The weight of the ball is important for consistency. The ball needs to weigh enough to allow you to let the ball help swing the arm from the shoulder. Your accuracy comes from the direction the swing takes, angle of the spine, and position of the shoulders relative to the swing and follow-through.
When your ball is too light, it is very easy to dominate its weight during your swing. If you grab the ball a little during the swing when your ball is too light, it's very easy to have your swing thrown off-line. Many bowlers, especially kids and women, will use a ball that is too light because they feel they can't roll a heavier ball. This happens because most beginning bowlers have no idea of the fundamentals that are necessary to deliver the ball and don't have a ball that fits them.
As a result, they are playing a game with an ill-fitting ball and will grab the lightest ball they can throw down the lane. What's worse, they throw the ball as if the hand is in control of the direction of the ball.
Only when beginners refine their games do they learn about the importance of a properly fitted ball: grip, weight, balance, and type of ball.

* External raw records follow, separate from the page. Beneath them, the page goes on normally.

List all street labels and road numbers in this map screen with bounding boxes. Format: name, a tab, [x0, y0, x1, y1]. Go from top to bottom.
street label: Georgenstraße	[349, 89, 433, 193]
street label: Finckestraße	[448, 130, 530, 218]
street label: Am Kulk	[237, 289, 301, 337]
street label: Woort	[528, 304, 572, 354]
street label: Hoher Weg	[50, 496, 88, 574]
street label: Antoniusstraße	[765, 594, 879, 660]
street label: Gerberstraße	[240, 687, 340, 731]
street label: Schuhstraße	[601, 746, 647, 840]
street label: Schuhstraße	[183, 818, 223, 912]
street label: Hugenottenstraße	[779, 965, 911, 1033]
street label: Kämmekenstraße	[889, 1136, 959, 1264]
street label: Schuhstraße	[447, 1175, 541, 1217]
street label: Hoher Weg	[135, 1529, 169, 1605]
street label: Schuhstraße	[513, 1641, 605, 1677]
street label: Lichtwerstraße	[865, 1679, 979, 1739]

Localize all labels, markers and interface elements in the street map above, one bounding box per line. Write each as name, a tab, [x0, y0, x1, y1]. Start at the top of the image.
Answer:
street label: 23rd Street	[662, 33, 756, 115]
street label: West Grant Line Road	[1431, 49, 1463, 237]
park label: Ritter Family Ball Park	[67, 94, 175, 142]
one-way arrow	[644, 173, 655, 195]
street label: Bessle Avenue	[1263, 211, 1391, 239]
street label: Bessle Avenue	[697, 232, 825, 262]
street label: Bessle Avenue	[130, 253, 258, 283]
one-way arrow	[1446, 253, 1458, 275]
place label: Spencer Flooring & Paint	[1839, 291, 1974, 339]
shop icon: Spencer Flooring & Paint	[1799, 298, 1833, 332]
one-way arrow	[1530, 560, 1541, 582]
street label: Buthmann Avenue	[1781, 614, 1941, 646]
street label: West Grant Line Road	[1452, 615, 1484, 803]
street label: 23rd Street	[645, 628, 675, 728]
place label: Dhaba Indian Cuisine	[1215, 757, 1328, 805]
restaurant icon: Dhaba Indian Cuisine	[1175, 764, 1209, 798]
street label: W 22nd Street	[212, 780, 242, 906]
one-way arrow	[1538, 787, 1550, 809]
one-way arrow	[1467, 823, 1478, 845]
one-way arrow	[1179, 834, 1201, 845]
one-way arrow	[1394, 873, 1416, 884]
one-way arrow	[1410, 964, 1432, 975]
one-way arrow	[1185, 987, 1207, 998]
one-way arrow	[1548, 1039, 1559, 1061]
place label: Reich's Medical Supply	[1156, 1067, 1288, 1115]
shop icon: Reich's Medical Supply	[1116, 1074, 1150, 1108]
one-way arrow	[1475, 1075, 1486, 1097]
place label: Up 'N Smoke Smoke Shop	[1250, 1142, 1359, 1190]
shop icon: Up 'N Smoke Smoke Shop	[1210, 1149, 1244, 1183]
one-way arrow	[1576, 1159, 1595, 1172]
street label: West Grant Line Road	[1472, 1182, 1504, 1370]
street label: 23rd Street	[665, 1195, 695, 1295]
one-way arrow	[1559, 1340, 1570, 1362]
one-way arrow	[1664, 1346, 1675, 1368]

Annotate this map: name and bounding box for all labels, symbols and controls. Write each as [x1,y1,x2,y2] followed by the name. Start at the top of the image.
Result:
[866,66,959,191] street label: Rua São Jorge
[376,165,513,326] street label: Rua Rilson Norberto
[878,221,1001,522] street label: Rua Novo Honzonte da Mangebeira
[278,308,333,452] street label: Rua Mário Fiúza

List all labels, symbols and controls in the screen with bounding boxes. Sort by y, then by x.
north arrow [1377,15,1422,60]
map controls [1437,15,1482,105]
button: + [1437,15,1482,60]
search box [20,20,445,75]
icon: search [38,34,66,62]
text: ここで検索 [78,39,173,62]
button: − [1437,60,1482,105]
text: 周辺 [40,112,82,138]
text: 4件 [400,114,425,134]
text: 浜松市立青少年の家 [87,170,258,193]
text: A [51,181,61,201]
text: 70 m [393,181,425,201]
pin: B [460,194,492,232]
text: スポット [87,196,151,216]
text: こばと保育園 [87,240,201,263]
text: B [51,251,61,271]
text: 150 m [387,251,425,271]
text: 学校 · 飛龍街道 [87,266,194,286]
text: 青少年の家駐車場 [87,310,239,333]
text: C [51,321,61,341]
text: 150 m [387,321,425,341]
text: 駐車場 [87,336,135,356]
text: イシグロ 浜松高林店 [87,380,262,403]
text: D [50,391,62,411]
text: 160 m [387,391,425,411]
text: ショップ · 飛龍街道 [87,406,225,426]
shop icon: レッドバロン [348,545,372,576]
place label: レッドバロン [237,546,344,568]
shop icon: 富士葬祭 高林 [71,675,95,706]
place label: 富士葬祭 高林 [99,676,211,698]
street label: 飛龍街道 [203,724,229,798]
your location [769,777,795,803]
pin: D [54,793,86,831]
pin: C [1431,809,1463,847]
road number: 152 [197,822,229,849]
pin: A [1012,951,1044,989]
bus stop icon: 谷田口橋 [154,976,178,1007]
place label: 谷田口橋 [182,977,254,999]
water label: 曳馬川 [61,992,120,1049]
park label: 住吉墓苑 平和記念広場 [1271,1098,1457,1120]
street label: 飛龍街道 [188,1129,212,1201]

Having your fingers fit into the ball alone does not constitute a properly fitted ball.
A properly fitted ball helps beginning bowlers work productively on their games. To bowl correctly, you need to roll a hook/curve, which complements good form. Once you have a ball that hooks, it's easier to develop good form.
To improve accuracy, don't use a ball that is two pounds lighter than your other balls. Keeping the ball weight consistent gives you a better chance to bowl consistently.
The real keys to accuracy come from accurate and consistent form. First, the arm and ball should not change direction from the top of the swing, through the release zone, and to the finish. Second, the shoulders need to be facing the direction the ball is going to travel at release in order to execute a 90-degree release. The third thing is that the upper body needs to be over the sliding leg so the ball reaches the bottom of the swing at or slightly in front of the ankle of the sliding foot. And last, you have to release the ball without grabbing it.
Seek out some instruction--but keep the weight of the balls the same.
* I have been bowling with a conventional grip for a year now, and my middle and ring fingers are sore around the second joint. I have noticed that you use a four-finger grip. Is this better grip? Does it give you a better feel and more leverage? Can a beginner use a four-finger grip?
I have been using the four-finger grip for about 20 years. It makes the ball feel lighter and better balanced in my hand, and allows me to have a lighter grip on the ball without losing it. It's a good grip for bowlers who want to use a heavier ball with less trouble, may have trouble hanging on to the ball, or have soreness or an injury.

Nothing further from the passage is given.